▸ Aim of the exercise: Print each entry below precisely as shown.

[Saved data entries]

==================================================

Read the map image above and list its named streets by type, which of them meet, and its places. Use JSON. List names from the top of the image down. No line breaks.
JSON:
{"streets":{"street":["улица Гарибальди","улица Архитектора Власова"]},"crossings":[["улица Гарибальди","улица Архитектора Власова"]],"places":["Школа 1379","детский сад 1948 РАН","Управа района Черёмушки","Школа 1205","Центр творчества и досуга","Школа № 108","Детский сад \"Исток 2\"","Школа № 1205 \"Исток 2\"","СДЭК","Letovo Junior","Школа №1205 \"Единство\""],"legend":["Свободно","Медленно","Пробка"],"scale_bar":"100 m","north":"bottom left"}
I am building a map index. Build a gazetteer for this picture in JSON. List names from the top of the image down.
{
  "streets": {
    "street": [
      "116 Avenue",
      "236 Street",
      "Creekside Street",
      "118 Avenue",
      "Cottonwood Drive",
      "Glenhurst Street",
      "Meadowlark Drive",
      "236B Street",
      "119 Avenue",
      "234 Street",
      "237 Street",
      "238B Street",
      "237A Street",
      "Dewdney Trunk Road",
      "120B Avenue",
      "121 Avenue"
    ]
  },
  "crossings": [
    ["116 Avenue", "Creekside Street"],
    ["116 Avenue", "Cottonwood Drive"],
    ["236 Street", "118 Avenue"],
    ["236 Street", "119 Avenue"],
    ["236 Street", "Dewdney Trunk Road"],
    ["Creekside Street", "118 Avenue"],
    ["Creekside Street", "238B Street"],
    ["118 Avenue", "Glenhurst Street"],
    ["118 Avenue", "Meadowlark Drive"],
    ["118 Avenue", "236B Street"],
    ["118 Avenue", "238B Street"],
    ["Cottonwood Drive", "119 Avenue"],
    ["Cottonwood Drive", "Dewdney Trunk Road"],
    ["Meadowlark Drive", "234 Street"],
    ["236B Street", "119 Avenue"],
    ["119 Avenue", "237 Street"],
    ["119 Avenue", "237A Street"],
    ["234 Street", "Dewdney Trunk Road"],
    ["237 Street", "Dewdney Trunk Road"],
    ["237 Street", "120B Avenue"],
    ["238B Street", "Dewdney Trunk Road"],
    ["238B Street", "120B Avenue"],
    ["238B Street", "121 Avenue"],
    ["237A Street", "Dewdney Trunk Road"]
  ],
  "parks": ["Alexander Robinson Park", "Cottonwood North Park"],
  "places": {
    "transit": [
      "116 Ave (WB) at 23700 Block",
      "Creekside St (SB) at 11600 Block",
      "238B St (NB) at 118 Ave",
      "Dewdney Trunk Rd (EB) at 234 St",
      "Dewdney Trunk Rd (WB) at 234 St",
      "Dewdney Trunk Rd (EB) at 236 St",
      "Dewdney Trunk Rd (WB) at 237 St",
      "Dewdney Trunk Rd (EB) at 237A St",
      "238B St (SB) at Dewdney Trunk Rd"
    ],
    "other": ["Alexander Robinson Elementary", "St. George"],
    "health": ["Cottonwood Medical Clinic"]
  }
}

==================================================

▸ Result of this task:
Read the map image above and list its named streets by type, which of them meet, and its places. Use JSON. List names from the top of the image down. No line breaks.
JSON:
{"streets":{"street":["улица Гарибальди","улица Архитектора Власова"]},"crossings":[["улица Гарибальди","улица Архитектора Власова"]],"places":["Школа 1379","детский сад 1948 РАН","Управа района Черёмушки","Школа 1205","Центр творчества и досуга","Школа № 108","Детский сад \"Исток 2\"","Школа № 1205 \"Исток 2\"","СДЭК","Letovo Junior","Школа №1205 \"Единство\""],"legend":["Свободно","Медленно","Пробка"],"scale_bar":"100 m","north":"bottom left"}
I am building a map index. Build a gazetteer for this picture in JSON. List names from the top of the image down.
{
  "streets": {
    "street": [
      "116 Avenue",
      "236 Street",
      "Creekside Street",
      "118 Avenue",
      "Cottonwood Drive",
      "Glenhurst Street",
      "Meadowlark Drive",
      "236B Street",
      "119 Avenue",
      "234 Street",
      "237 Street",
      "238B Street",
      "237A Street",
      "Dewdney Trunk Road",
      "120B Avenue",
      "121 Avenue"
    ]
  },
  "crossings": [
    ["116 Avenue", "Creekside Street"],
    ["116 Avenue", "Cottonwood Drive"],
    ["236 Street", "118 Avenue"],
    ["236 Street", "119 Avenue"],
    ["236 Street", "Dewdney Trunk Road"],
    ["Creekside Street", "118 Avenue"],
    ["Creekside Street", "238B Street"],
    ["118 Avenue", "Glenhurst Street"],
    ["118 Avenue", "Meadowlark Drive"],
    ["118 Avenue", "236B Street"],
    ["118 Avenue", "238B Street"],
    ["Cottonwood Drive", "119 Avenue"],
    ["Cottonwood Drive", "Dewdney Trunk Road"],
    ["Meadowlark Drive", "234 Street"],
    ["236B Street", "119 Avenue"],
    ["119 Avenue", "237 Street"],
    ["119 Avenue", "237A Street"],
    ["234 Street", "Dewdney Trunk Road"],
    ["237 Street", "Dewdney Trunk Road"],
    ["237 Street", "120B Avenue"],
    ["238B Street", "Dewdney Trunk Road"],
    ["238B Street", "120B Avenue"],
    ["238B Street", "121 Avenue"],
    ["237A Street", "Dewdney Trunk Road"]
  ],
  "parks": ["Alexander Robinson Park", "Cottonwood North Park"],
  "places": {
    "transit": [
      "116 Ave (WB) at 23700 Block",
      "Creekside St (SB) at 11600 Block",
      "238B St (NB) at 118 Ave",
      "Dewdney Trunk Rd (EB) at 234 St",
      "Dewdney Trunk Rd (WB) at 234 St",
      "Dewdney Trunk Rd (EB) at 236 St",
      "Dewdney Trunk Rd (WB) at 237 St",
      "Dewdney Trunk Rd (EB) at 237A St",
      "238B St (SB) at Dewdney Trunk Rd"
    ],
    "other": ["Alexander Robinson Elementary", "St. George"],
    "health": ["Cottonwood Medical Clinic"]
  }
}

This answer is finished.